С того момента, как она столь доверчиво взяла мою руку, задержав ее в своих, я принадлежал Эдит всей душой и уже перестал скрывать от нее, что она может целиком и полностью рассчитывать на мою преданность. Мы обменялись этими незабвенными словами вполголоса, в то время как во дворе мелькали взад и вперед силуэты полицейских, сопровождаемых Рультабием и Дарзаком. Рультабий не упускал случая бросить взгляд в нашу сторону всякий раз, как представлялся удобный момент. Окно было открыто настежь.
– О! Он следит за нами, – заметила Эдит. – Ну и пусть! Пожалуй, мы стесняем их, оставаясь здесь. Но, что бы ни случилось, мы не уйдем отсюда, не правда ли, господин Сенклер?
– Нужно быть благодарным Рультабию, – осмелился сказать я, – за его вмешательство и за то, что он умолчал про «самый древний топор человечества», а также про то, что Бернье, умирая, назвал имя Ларсана… Узнай они это, история стала бы гораздо запутаннее!
Я сделал ударение на последних словах.
– Положим, – возразила она резко. – Но у вашего друга не меньше причин молчать, чем у меня! И я боюсь лишь одного!.. Да-да, я боюсь лишь одного…
– Чего?..
Эдит поднялась, дрожа.
– Я боюсь, что он спас моего дядю от правосудия только для того, чтобы его погубить!..
– С чего это пришло вам в голову? – спросил я неуверенно.
– Я прочла это в глазах у ваших друзей… Если бы я была уверена, что не ошиблась, я предпочла бы все же иметь дело с полицией!..
Затем она немного успокоилась и, по‑видимому, отбросила это нелепое предположение.
– В конце концов, – сказала она, – нужно быть готовой ко всему, и я сумею защитить его!
С этими словами Эдит показала мне маленький револьвер, который прятала за корсажем.
– Ах! – вскрикнула она. – Отчего здесь нет князя Галича?
– Опять! – воскликнул я с отчаянием.
– Правда ли, что вы готовы защищать меня? – спросила Эдит, глядя мне прямо в глаза своим волнующим взглядом.
– Готов.
– Ото всех?
Я колебался. Она повторила:
– Ото всех?
– Да.
– И от вашего друга?
– Если потребуется, – ответил я со вздохом, отирая пот со лба.
– Хорошо. Я верю вам. В таком случае я вас оставлю здесь на несколько минут. Вы покараулите эту дверь, ради меня! – И она указала мне на дверь, за которой лежал старый Боб.
Затем она убежала. Куда? Она созналась мне в этом впоследствии: она побежала разыскивать князя Галича! Ах, эти женщины!..
Не успела она скрыться за воротами, как в гостиную вошел Рультабий в сопровождении Дарзака. Они все слышали. Рультабий направился ко мне и не стал скрывать, что ему известно о моей измене.

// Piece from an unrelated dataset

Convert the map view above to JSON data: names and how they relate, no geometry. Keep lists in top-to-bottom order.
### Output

– Не находите ли вы, Рультабий, – ответил я, – что «измена» – слишком громкое слово. Вы знаете, что я не имею обыкновения изменять кому бы то ни было… Эдит действительно достойна сожаления, а вы ее совсем не жалеете, мой друг…
– А вы чересчур жалеете ее!
Я покраснел до корней волос и готов был ответить ему. Но Рультабий оборвал меня резким движением:
– Я прошу вас только об одном, только об одном! Слышите? Что бы ни случилось… что бы ни случилось, не заговаривайте ни со мной, ни с Дарзаком!..

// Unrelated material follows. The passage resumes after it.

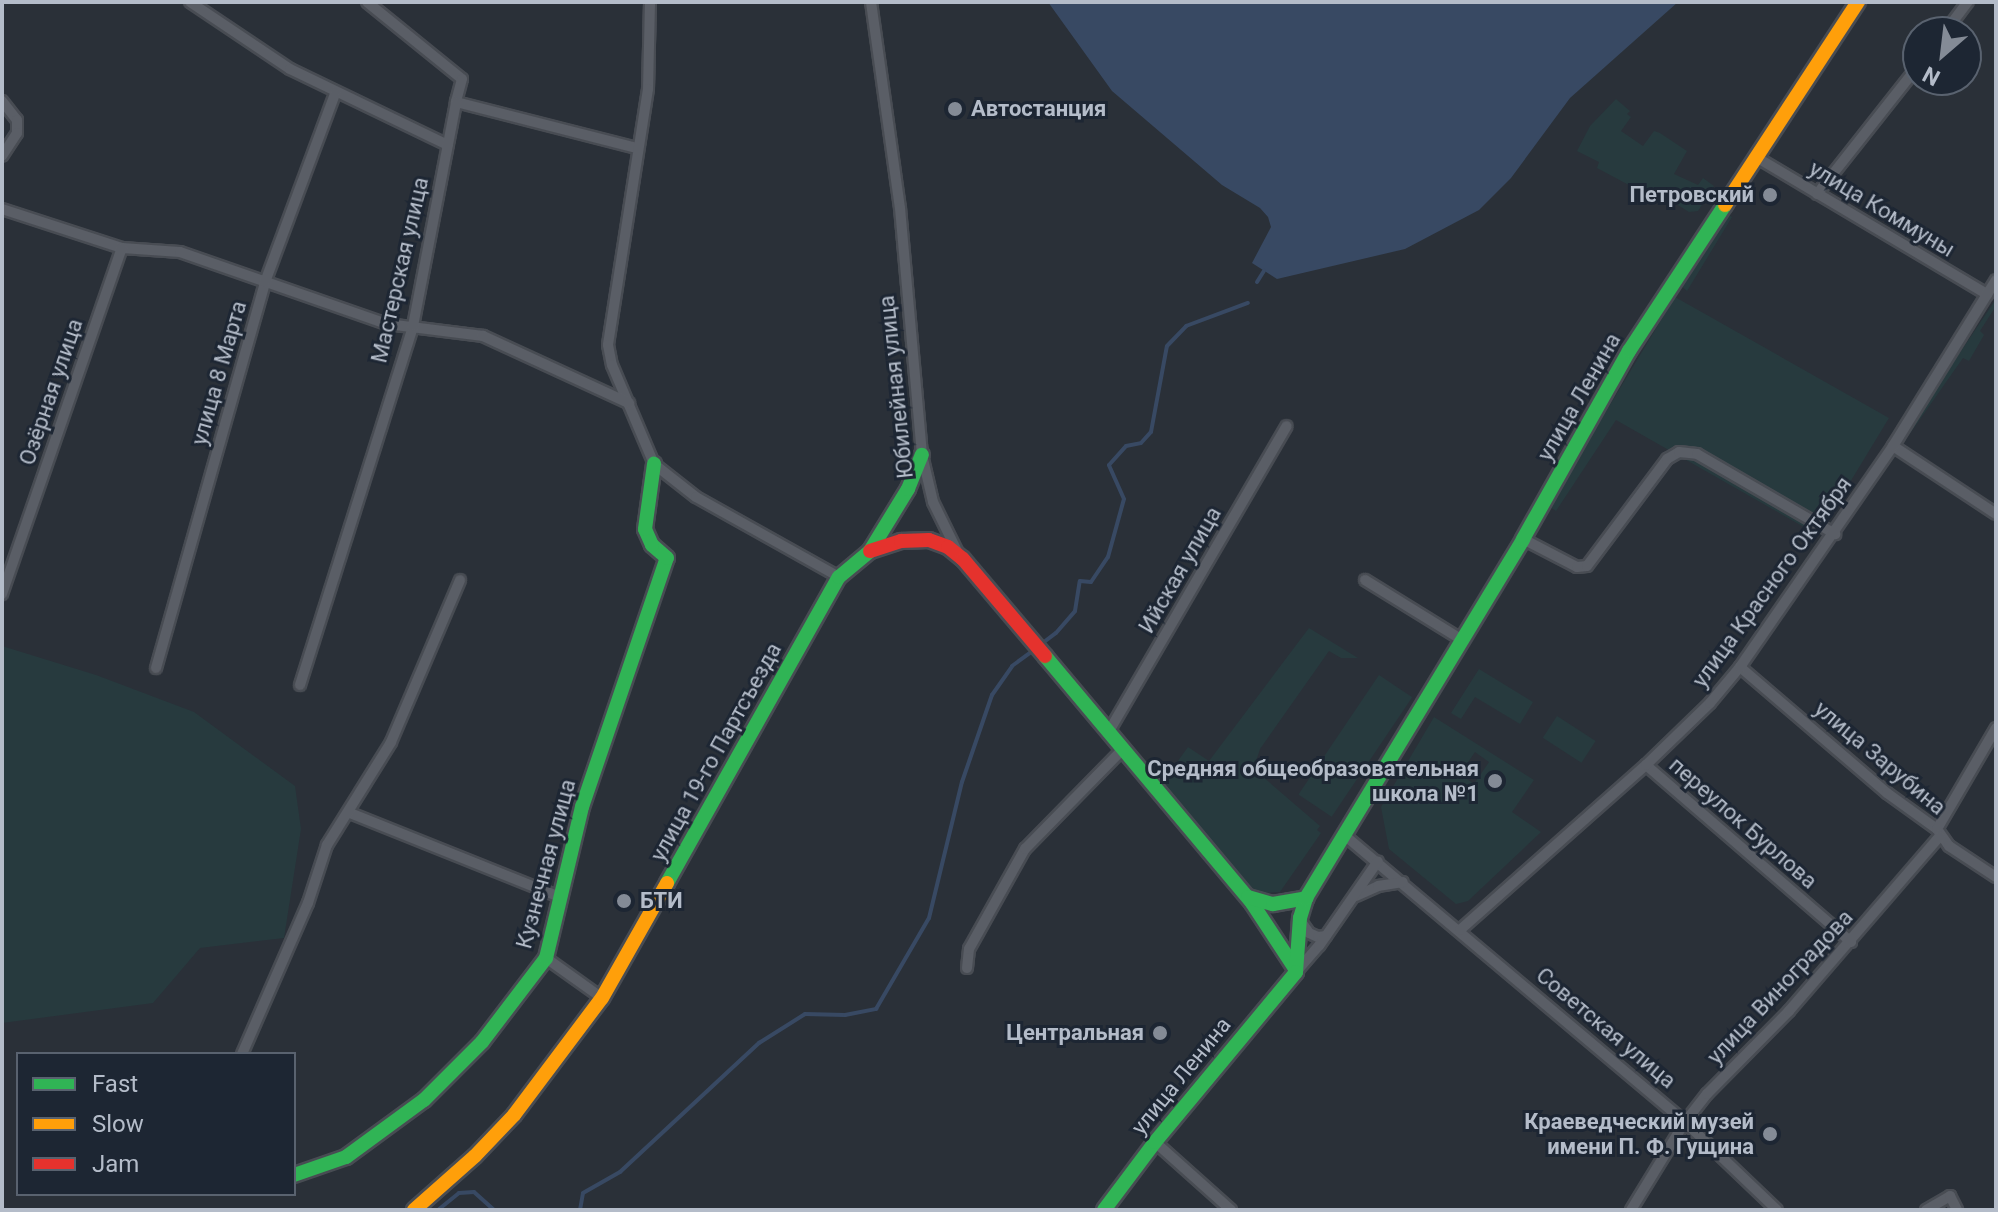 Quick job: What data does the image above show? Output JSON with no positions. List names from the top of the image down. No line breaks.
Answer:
{"streets":{"street":["улица Коммуны","Мастерская улица","улица 8 Марта","Юбилейная улица","Озёрная улица","улица Ленина","Ийская улица","улица Красного Октября","улица 19-го Партсъезда","улица Зарубина","переулок Бурлова","Кузнечная улица","улица Виноградова","Советская улица"]},"crossings":[["улица Коммуны","улица Ленина"],["улица Коммуны","улица Красного Октября"],["Юбилейная улица","улица Ленина"],["Юбилейная улица","Ийская улица"],["Юбилейная улица","улица 19-го Партсъезда"],["улица Ленина","Советская улица"],["улица Красного Октября","улица Зарубина"],["улица Красного Октября","переулок Бурлова"],["улица Красного Октября","Советская улица"],["улица Зарубина","улица Виноградова"],["переулок Бурлова","улица Виноградова"],["улица Виноградова","Советская улица"]],"places":["Автостанция","Петровский","Средняя общеобразовательная школа №1","БТИ","Центральная","Краеведческий музей имени П. Ф. Гущина"],"legend":["Fast","Slow","Jam"],"north":"bottom left"}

– Это будет не трудно! – раздраженно ответил я и повернулся к нему спиной.
Мне показалось, что он с трудом сдерживал гнев. Но в эту самую минуту нас позвали, так как следователь вышел из Нового замка. Следствие было окончено. После заявления доктора роковая случайность стала в его глазах несомненной. Таким образом, его присутствие в замке было уже не нужно, и он собрался уйти. Рультабий и Дарзак вышли проводить его. Я остался один и облокотился на подоконник, снедаемый мрачными предчувствиями. Со все возрастающим беспокойством я ждал возвращения Эдит, в то время как в нескольких шагах от меня жена Бернье читала над трупом мужа молитвы, прерывая их рыданиями. Вдруг над моей головой в тихом вечернем воздухе раздался оглушительный звук, сопровождаемый лязгом железа и меди, и я понял, что это Рультабий отдал приказание закрыть входные ворота!
Не прошло и минуты, как я увидел Эдит, бежавшую ко мне в страхе и смятении, как к единственной ее опоре… Затем показался Робер Дарзак. Затем Рультабий под руку с дамой в черном.
Глава XX
Доказательство возможности лишнего трупа
Рультабий с дамой в черном прошли в Квадратную башню. Никогда еще Рультабий не шествовал так торжественно. Походка его могла бы вызвать улыбку, но сейчас, в эти трагические минуты, это нас лишь встревожило. Никогда прокурор или облеченный в мантию судья не входил с более грозным видом в зал, где его ожидал обвиняемый. Но никогда также судья не был так бледен.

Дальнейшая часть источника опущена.